Open-access content Wednesday 1st August 2012 — updated 5.13pm, Wednesday 29th April 2020

A proposed new approach for identifying and containing international systemic risk in the insurance industry isn’t fit for the purpose, Insurance Europe said today.

The trade body was responding to a consultation launched by the International Association of Insurance Supervisors on a methodology for identifying systematically risky insurers across the globe.

It criticised the IAIS, which sets global insurance standards, for following an approach based on that used for supervising the global banking system, despite having stated that there is little evidence of traditional insurance generating or amplifying systemic risk within the financial system or economy.

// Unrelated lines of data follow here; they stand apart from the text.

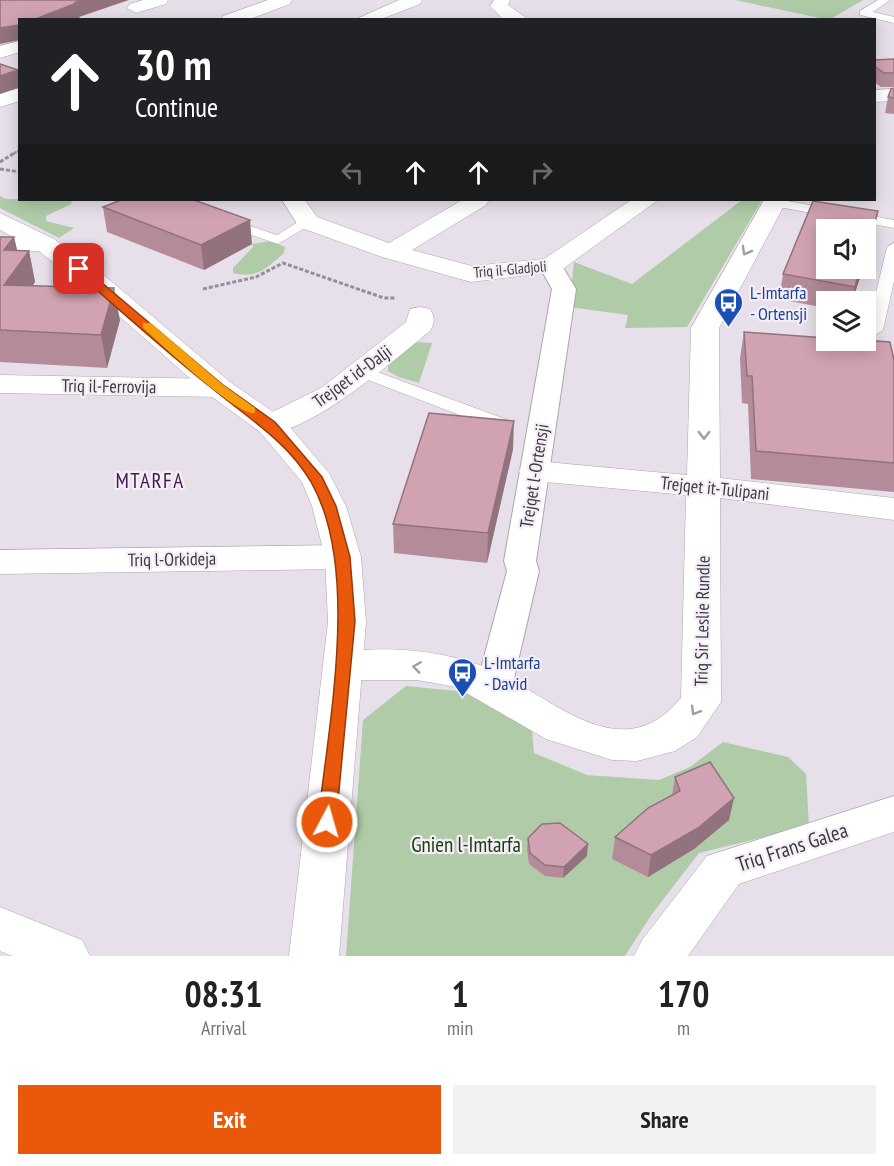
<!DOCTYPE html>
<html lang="en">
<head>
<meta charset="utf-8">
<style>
	:root { --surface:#fff; --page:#f2f2f2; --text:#222; --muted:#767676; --accent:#ea580c }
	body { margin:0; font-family:"PT Sans Narrow",sans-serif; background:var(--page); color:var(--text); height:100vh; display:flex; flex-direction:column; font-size:22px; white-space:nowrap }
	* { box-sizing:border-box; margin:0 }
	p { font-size:20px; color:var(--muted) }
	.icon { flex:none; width:33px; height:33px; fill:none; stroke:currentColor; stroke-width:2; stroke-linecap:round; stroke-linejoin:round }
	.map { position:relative; height:956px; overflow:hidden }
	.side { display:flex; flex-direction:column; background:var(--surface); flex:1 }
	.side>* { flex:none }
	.hud { position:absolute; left:18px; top:18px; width:858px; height:183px; border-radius:0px; box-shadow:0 3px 15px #0003; background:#202124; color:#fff; overflow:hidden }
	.fabs { position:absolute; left:816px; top:219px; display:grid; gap:12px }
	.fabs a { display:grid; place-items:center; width:60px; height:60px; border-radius:0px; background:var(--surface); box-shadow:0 3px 15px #0003; font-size:30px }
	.pin { position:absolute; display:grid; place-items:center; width:51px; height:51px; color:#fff; margin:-26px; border-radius:12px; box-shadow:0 3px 9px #0006 }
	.me { position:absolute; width:66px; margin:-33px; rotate:6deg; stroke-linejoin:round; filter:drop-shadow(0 0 4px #0008) }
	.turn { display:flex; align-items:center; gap:21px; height:126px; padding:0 18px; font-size:27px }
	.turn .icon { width:78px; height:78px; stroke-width:2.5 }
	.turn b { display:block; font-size:42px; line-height:51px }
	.lanes { display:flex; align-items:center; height:57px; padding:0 18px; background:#0003; justify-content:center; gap:30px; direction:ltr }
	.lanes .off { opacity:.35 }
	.eta { display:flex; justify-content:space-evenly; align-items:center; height:102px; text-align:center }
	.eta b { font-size:36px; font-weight:700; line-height:42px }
	.action { display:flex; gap:12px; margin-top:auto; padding:12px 18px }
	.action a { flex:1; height:69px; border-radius:0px; background:var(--accent); color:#fff; font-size:24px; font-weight:700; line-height:69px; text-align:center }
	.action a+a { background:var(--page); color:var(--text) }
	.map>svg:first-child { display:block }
	.green { fill:#afcba8 }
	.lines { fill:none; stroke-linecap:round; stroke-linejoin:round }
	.service-casing { stroke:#aba5ae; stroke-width:1 }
	.pedestrian-casing { stroke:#aba5ae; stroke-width:2 }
	.minor-casing { stroke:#aba5ae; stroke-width:1 }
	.tertiary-casing { stroke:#aba5ae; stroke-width:1 }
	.path-far1 { stroke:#948f96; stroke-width:2; stroke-dasharray:3 1.5; stroke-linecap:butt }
	.path { stroke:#948f96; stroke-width:3; stroke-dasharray:4 2; stroke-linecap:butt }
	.service { fill:#fff; fill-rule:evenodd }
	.pedestrian { fill:#fff; fill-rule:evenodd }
	.minor { fill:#fff; fill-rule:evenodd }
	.tertiary { fill:#fff; fill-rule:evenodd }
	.wall { fill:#b48c99 }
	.shaded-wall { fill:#92727d }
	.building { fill:#d1a3b2; stroke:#92727d; stroke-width:1.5 }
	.oneway { stroke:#9e9d9f }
	.route { fill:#ea580c; stroke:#983908; stroke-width:1.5 }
	.slow { fill:#f59e0b }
	.labels { text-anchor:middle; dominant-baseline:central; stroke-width:4.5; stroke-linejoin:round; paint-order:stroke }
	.far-street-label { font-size:15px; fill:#3e3b3f; stroke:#f5eef7 }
	.transit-label { font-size:18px; fill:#164399; stroke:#f5eef7; text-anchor:start }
	.street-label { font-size:18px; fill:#3e3b3f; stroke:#f5eef7 }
	.quarter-label { font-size:21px; letter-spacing:1.5px; fill:#3f194e; stroke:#f5eef7 }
	.near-park-label { font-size:21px; fill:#163c0a; stroke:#f5eef7 }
	.near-street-label { font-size:21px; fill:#3e3b3f; stroke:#f5eef7 }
</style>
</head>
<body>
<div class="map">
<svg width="894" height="956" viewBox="0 0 894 956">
	<rect width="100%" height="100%" fill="#e7e0ea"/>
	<!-- green -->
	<g class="green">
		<path d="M735,0H863L829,20Z"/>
		<path d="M0,196L6,199L72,200L71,204L46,216V221L74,228L59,238L0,208Z"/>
		<path d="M742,200H762L687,327L625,328L628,315L569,307L574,262L632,284Z"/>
		<path d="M271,241L285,247L284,253C267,268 257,279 233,273V268L253,247L252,244Z"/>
		<path d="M414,342L432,343L419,383L399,377L388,371V360Z"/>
		<path d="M406,686L477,693L532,730L534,753L587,775L659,780L690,767L723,742L788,757L806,774L809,826L699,853L652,914L625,956H346L363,720Z"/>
	</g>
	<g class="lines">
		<defs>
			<g id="service">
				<path d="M878,0H890L873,12L894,17V23L860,15V11Z"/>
				<path d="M768,200H782L894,220V228L773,206L768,205Z"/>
				<path d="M226,218L277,235L303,219H313L315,222L278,244L221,225L219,222L221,219Z"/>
				<path d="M894,243V281L883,330L875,335L867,330L887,247Z"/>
				<path d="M361,366L505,419L507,423L505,427H491L355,375L352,371L355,367Z"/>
			</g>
			<path id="pedestrian" d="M551,259L559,261L576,289L536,561L539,571L512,687L507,696L494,700L481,696L476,687L507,571L504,561L552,289L539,266L543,261Z"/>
			<g id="minor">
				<path d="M143,0H168L166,4L136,13L127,8L130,4Z"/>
				<path d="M268,0H292L290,4L247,20H221L223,16Z"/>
				<path d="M399,0H422L420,4L379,20H354Z"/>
				<path d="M494,0H510L508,5L529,20L503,19L490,6Z"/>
				<path d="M20,41V52L0,58V46Z"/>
				<path d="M20,88V101L0,107V94Z"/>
				<path d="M894,89V101L874,102V90Z"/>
				<path d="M282,200H305L317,217L389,243L462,200H489L486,205L412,250L472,266L544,259L631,200H658L560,271L471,282L382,257L299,227Z"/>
				<path d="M764,200H787L719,328L720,478L894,498V520L720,498L721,702L697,737L675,751L637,761L612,760L546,739L456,687L417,680H343L329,676L323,666L329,656C374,643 444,650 487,668C550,693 619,773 681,698L686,495L535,481L523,478L519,471L523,464L535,461L687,475L691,328Z"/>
				<path d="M45,236L54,239L58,244L54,249L0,255V239Z"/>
				<path d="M420,307L430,309C435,317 435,323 430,331C396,358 302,442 260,432L255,425L260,418L321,388L406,322L410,309Z"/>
				<path d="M0,375L219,379L230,382L234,388L230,394L219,397L0,393Z"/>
				<path d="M343,545L356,549L361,557L356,565L343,569L0,574V550Z"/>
				<path d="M894,796V832L739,884L688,956H634L642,940L707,856Z"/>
				<path d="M0,907L82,940L90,956H12L0,951Z"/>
			</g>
			<path id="tertiary" d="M0,213L54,239L105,276L230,382L282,418L329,473L346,506L361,557L366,622L339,956H289L328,622L325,557L312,506L302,482L260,432L208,394L87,288L36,249L0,230Z"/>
		</defs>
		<!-- service casing -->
		<use href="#service" class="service-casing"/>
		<!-- pedestrian casing -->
		<use href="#pedestrian" class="pedestrian-casing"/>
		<!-- minor casing -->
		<use href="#minor" class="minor-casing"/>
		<!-- tertiary casing -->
		<use href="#tertiary" class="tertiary-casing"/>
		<!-- path-far1 -->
		<path class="path-far1" d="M13,154L20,150"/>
		<!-- path -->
		<g class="path">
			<path d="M0,162L16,152"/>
			<path d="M0,169L20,172"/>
			<path d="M203,289L256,277L283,263L384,298H396"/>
		</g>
		<!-- service -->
		<use href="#service" class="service"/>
		<!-- pedestrian -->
		<use href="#pedestrian" class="pedestrian"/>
		<!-- minor -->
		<use href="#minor" class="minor"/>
		<!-- tertiary -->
		<use href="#tertiary" class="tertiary"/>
	</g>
	<!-- wall -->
	<g class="wall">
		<path d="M894,59V87H881L874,82V60Z"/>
		<path d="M894,88V114L885,113L888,97Z"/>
		<path d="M813,201L878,211L873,235L866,260V230H826V268H863L852,302H826V308L779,299L783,274Z"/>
		<path d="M103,207L252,244L204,270L107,232Z"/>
		<path d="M0,237H14L17,250L29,251L35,282L32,286L120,320L107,368L0,362Z"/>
		<path d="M744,332L894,360V492L751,479L748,404L742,403L740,358Z"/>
		<path d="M513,449L487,563L394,553L393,524Z"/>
		<path d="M675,777L729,820L694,849L648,877L612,859L615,837L672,796Z"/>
		<path d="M528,838L587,856L563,878L545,876L529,864L527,849Z"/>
	</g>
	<!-- shaded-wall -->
	<g class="shaded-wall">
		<path d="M82,0H129L79,17L80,18L76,20H33Z"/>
		<path d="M20,24V40L0,44V28Z"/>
		<path d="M18,70L20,78V87L0,94V76Z"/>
		<path d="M878,211L873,235L866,260V252Z"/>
		<path d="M250,220L252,244L204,270L201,245Z"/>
		<path d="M14,237L20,263L29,251L35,282L12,317L4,285V250Z"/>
		<path d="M860,268H863L852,302H851L855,287Z"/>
		<path d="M114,288L120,320L107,368L101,335Z"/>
		<path d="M514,421L513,449L487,563L488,533Z"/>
		<path d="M734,798L729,820L694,849L648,877L651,855Z"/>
		<path d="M588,844L587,856L563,878L564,867Z"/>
	</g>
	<!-- building -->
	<g class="building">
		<path d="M0,0H82L74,3H77L33,20H20V24L19,25L0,28Z"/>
		<path d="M894,59V73H884L874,66V60Z"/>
		<path d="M0,64L18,70L0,76Z"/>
		<path d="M894,88V98L888,97L891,89Z"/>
		<path d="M121,200H194L250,220L201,245L103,207Z"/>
		<path d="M813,201L878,211L866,252V230H826V268H860L855,287L783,274Z"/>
		<path d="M0,237H14L4,250L29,251L4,285L114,288L101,335L0,330Z"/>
		<path d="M744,332L826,338V340H864L890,342L894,360V463L756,451L752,376H747Z"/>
		<path d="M429,413L514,421L488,533L393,524Z"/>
		<path d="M710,762L734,798L698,828L651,855L615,837L648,808L680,791L675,777Z"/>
		<path d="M560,823L588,844L564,867L545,865L530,853L528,838L542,824Z"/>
	</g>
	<!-- one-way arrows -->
	<defs><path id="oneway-chevron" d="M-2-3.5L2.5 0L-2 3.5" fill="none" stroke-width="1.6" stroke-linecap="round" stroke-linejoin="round" transform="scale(1.5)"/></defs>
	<g class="oneway">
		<use href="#oneway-chevron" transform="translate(746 251) rotate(119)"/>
		<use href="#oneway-chevron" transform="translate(704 435) rotate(90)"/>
		<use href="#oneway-chevron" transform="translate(417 667) rotate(-172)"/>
		<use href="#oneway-chevron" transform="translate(695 711) rotate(121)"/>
	</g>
	<!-- route -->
	<path class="route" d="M75,267H83L223,385L275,422L322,477L336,506L350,557L355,621L336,822L334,827L327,830L320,827L318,822C328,726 361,569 311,482C288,442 248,418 213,389C166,352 121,311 75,271Z"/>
	<!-- slow -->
	<path class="slow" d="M143,323H151L223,385L255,408V413C238,417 160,343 143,328Z"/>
	<!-- icons -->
	<defs>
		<symbol id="bus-pin" viewBox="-11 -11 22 30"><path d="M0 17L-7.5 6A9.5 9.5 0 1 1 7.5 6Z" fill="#1a4fb4" stroke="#f5eef7"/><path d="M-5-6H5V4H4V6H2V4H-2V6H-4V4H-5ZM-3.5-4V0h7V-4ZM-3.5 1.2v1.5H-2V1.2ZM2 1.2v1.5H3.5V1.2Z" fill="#fff"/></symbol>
	</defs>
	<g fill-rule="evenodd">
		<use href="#bus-pin" x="712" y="286" width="33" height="45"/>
		<use href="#bus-pin" x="446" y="656" width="33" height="45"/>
	</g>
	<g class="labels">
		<!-- far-street labels -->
		<g class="far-street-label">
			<text transform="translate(510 269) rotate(-5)">Triq il-Gladjoli</text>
		</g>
		<!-- transit labels -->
		<g class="transit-label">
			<text x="750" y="292">L-Imtarfa<tspan x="750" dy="21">- Ortensji</tspan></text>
			<text x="484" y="662">L-Imtarfa<tspan x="484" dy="21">- David</tspan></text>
		</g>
		<!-- street labels -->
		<g class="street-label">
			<text transform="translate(352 376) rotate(-36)">Trejqet id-Dalji</text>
			<text transform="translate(109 386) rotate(1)">Triq il-Ferrovija</text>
			<text transform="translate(534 476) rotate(-81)">Trejqet l-Ortensji</text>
			<text transform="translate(715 488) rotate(6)">Trejqet it-Tulipani</text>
			<text transform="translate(172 559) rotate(-1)">Triq l-Orkideja</text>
			<text transform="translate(702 621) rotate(-89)">Triq Sir Leslie Rundle</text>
		</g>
		<!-- quarter labels -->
		<g class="quarter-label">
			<text x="150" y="480">MTARFA</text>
		</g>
		<!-- near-park labels -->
		<g class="near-park-label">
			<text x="466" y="844">Gnien l-Imtarfa</text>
		</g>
		<!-- near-street labels -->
		<g class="near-street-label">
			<text transform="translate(792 847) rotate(-18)">Triq Frans Galea</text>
		</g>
	</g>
</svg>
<div class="fabs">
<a><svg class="icon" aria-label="sound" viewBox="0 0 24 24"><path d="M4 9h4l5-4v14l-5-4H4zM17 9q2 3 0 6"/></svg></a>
<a><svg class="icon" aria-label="layers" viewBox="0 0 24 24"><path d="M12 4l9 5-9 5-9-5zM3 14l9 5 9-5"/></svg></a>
</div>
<div class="pin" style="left:79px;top:269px;background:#d93025"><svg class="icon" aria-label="arrive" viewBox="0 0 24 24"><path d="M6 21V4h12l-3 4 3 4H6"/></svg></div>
<svg class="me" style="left:327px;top:822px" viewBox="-20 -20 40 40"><circle r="17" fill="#ea580c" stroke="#fff" stroke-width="3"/><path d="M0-11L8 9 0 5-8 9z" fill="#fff"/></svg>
<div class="hud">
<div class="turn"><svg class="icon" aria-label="ahead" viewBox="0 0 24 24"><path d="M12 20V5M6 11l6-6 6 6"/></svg><div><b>30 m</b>Continue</div></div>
<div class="lanes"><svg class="icon off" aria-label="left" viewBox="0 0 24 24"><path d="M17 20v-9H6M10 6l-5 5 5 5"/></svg><svg class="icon" aria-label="ahead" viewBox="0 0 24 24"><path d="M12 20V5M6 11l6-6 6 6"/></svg><svg class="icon" aria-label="ahead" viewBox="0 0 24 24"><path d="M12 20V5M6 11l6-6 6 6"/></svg><svg class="icon off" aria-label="right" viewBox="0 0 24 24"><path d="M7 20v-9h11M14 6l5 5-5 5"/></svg></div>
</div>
</div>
<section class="side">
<div class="eta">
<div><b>08:31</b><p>Arrival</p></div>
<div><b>1</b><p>min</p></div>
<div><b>170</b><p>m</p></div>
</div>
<div class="action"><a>Exit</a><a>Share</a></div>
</section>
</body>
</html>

Michaela Koller, director general of Insurance Europe, said: 'We are disappointed that the approach proposed by the IAIS does not adequately reflect the fact that the banking and insurance business models can have a very different impact on economic and financial stability.

'The methodology developed by the Basel Committee for banking does not work for insurance. The limited adjustments that have been made to it by the IAIS are not sufficient to reflect the existing structural differences between the two sectors.'

In particular, Insurance Europe said the indicator-based approach developed by the Basel Committee, which uses criteria and indicators such as size and global reach, does not reflect systemic risk in insurance.

As an alternative, it called for a two-step process for identifying and managing system risk in insurance. The first step would be to identify insurers involved in potentially systemically risky activities and to assess those activities. The second would be to then apply measures to target those activities while also taking account of any mitigating factors and existing legislation.

When indicators are used, insurers' figures for a specific risk should be compared to those for the whole financial sector and not just for insurance companies, it said.

'This would better address the fundamental purpose of the methodology, which is to identify insurers whose distress could potentially disrupt the global financial system, not those that have a larger presence than other insurers in a particular area,' Ms Koller added.

This article appeared in our August 2012 issue of The Actuary.